Bollo auto, esenzione nel 2027 fino a 80 kW: ecco i modelli che non dovrebbero più pagarlo
La misura prevista dalla bozza riguarda un solo veicolo per contribuente: per capire se l’auto rientra basta controllare la voce P.2 del libretto
Roma Niente bollo nel 2027 per milioni di automobilisti. La misura messa a punto dal governo prevede l’esenzione dalla tassa automobilistica per un solo veicolo regolarmente assicurato e, per le autovetture, fissa il limite di potenza a 80 kW. Il beneficio, secondo la bozza del decreto, riguarderebbe i pagamenti la cui scadenza ordinaria cade tra il 1° gennaio e il 31 dicembre 2027. La misura comprende anche i motocicli. Alcuni dettagli, tuttavia, devono ancora essere confermati definitivamente dal Consiglio dei ministri.
La regola è semplice anche per chi possiede più automobili che rispettano i requisiti: l’esenzione spetterebbe comunque per una sola vettura. In questo caso verrebbe scelta quella con la potenza più bassa; a parità di kilowatt, la bozza indica quella per la quale sarebbe dovuto il bollo meno costoso.

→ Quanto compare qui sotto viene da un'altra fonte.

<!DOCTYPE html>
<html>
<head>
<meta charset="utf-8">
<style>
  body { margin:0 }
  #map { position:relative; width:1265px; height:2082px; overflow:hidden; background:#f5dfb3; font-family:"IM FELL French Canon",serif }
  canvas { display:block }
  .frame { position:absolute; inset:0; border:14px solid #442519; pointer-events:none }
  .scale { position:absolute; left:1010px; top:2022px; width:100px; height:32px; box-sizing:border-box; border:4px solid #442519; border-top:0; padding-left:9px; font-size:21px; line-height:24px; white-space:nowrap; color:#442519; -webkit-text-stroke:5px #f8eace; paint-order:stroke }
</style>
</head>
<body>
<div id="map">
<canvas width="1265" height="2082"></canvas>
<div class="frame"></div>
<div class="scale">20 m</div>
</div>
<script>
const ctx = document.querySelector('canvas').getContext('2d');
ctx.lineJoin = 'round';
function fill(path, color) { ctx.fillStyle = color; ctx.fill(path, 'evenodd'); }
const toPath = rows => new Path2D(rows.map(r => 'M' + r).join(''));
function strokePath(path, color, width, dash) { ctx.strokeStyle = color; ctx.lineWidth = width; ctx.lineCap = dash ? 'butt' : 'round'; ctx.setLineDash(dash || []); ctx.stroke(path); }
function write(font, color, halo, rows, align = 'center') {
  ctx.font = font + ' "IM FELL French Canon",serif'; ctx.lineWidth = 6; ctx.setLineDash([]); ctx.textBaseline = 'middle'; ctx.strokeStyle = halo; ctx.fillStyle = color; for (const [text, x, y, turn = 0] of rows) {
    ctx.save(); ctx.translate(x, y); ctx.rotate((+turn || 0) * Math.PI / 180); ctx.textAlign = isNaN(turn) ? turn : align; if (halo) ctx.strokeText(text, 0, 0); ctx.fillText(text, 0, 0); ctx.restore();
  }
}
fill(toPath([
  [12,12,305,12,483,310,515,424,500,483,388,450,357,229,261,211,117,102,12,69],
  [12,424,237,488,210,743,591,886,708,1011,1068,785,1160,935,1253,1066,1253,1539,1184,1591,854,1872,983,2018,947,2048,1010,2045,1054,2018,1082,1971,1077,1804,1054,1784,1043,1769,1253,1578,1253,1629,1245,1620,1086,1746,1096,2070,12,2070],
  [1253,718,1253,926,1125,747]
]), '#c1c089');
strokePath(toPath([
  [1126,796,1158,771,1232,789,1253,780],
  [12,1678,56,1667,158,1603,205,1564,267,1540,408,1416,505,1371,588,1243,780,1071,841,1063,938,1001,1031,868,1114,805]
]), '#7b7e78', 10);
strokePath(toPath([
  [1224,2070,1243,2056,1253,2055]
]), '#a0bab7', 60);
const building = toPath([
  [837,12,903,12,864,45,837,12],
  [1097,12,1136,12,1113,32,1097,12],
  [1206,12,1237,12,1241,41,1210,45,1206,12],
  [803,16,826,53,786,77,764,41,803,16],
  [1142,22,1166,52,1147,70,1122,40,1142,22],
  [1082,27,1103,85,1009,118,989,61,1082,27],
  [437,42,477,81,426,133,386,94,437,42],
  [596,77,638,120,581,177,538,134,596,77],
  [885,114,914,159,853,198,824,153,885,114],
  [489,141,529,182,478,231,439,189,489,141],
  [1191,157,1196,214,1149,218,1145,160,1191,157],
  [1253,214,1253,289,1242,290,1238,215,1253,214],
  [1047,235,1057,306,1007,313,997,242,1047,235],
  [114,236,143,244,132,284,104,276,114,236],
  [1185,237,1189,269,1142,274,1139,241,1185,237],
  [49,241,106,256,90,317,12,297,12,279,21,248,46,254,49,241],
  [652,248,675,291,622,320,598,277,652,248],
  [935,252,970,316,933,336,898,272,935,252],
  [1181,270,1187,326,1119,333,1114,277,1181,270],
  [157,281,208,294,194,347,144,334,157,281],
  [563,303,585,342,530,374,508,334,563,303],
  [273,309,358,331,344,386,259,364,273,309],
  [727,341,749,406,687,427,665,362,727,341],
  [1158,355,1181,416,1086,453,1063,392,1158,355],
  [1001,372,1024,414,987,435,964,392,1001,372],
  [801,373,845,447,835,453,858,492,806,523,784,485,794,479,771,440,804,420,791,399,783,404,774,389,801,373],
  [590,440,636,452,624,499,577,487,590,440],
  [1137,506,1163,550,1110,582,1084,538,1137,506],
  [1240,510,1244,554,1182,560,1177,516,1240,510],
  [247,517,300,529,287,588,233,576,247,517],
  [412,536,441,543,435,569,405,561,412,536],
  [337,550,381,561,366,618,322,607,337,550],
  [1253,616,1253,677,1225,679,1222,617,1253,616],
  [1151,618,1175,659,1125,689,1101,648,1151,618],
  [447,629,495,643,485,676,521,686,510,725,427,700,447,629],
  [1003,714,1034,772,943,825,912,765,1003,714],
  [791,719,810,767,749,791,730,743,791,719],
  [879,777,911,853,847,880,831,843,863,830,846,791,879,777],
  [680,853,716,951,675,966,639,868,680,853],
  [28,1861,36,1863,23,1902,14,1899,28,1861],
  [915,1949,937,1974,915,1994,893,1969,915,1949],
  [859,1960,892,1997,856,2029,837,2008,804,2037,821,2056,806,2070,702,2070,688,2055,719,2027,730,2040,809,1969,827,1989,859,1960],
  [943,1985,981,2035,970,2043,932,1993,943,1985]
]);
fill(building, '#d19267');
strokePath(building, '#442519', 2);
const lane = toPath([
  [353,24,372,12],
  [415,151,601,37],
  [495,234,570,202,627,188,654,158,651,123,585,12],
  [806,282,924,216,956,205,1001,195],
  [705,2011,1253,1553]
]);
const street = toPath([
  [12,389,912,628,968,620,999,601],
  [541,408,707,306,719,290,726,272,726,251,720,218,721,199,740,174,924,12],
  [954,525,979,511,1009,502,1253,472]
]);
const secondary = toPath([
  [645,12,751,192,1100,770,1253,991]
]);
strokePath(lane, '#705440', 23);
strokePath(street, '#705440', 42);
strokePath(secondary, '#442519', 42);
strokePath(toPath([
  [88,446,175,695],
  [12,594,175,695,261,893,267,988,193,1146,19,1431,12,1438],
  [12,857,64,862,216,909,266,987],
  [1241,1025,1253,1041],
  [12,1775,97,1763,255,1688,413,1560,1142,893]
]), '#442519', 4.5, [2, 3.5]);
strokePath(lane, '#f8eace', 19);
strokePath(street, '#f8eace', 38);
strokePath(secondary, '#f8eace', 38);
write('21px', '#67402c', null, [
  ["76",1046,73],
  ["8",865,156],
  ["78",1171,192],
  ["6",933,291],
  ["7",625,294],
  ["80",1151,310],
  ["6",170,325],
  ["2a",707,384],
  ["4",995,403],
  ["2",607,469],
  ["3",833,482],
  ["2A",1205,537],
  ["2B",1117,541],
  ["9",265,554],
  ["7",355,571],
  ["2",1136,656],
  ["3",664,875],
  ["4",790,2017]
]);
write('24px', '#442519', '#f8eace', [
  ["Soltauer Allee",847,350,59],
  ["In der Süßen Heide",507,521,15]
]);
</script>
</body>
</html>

Come sapere se la propria auto rientra
Non occorrono calcoli particolari. Il valore da controllare è la potenza espressa in kilowatt riportata sulla carta di circolazione o sul Documento unico, alla voce P.2. La soglia prevista è di 80 kW, equivalenti a circa 109 cavalli. È quindi questo dato, e non semplicemente la cilindrata o la potenza pubblicizzata dal costruttore, a stabilire se la vettura può rientrare nell’agevolazione. L’Aci conferma che la potenza in kW indicata nei documenti del veicolo è il parametro utilizzato per il calcolo della tassa automobilistica.
Le utilitarie che possono rientrare
La soglia dei 80 kW comprende numerose citycar e utilitarie molto diffuse sul mercato italiano. Tra i modelli che dispongono di versioni con potenza entro il limite figurano Fiat Pandina, Dacia Sandero, Citroën C3, Toyota Yaris, Renault Clio, Volkswagen Polo, Seat Ibiza, Peugeot 208, Opel Corsa, Hyundai i20 e Lancia Ypsilon. Anche alcuni crossover possono rientrare: è il caso, per esempio, di versioni della Jeep Avenger.
È però necessario controllare il singolo allestimento. Lo stesso modello può infatti essere venduto con motorizzazioni diverse, alcune sotto e altre sopra gli 80 kW. In molti casi sono proprio le versioni d’ingresso, meno potenti, a rispettare il limite.
Resterebbero invece fuori dall'esenzione le vetture che superano gli 80 kW, quindi gran parte delle motorizzazioni più potenti montate su Suv, station wagon, berline di fascia alta e auto sportive.
La bozza, infine, non interviene sul superbollo, l’addizionale erariale applicata alle autovetture con potenza superiore a 185 kW, circa 252 CV. L’Aci indica infatti questa soglia come quella oltre la quale, oltre al bollo ordinario, scatta l’addizionale.
Per ora l’intervento ha una durata limitata: l’esenzione prevista riguarda esclusivamente il 2027. La bozza stanzia inoltre circa 2,29 miliardi di euro per compensare Regioni e Province autonome per il minore gettito della tassa automobilistica.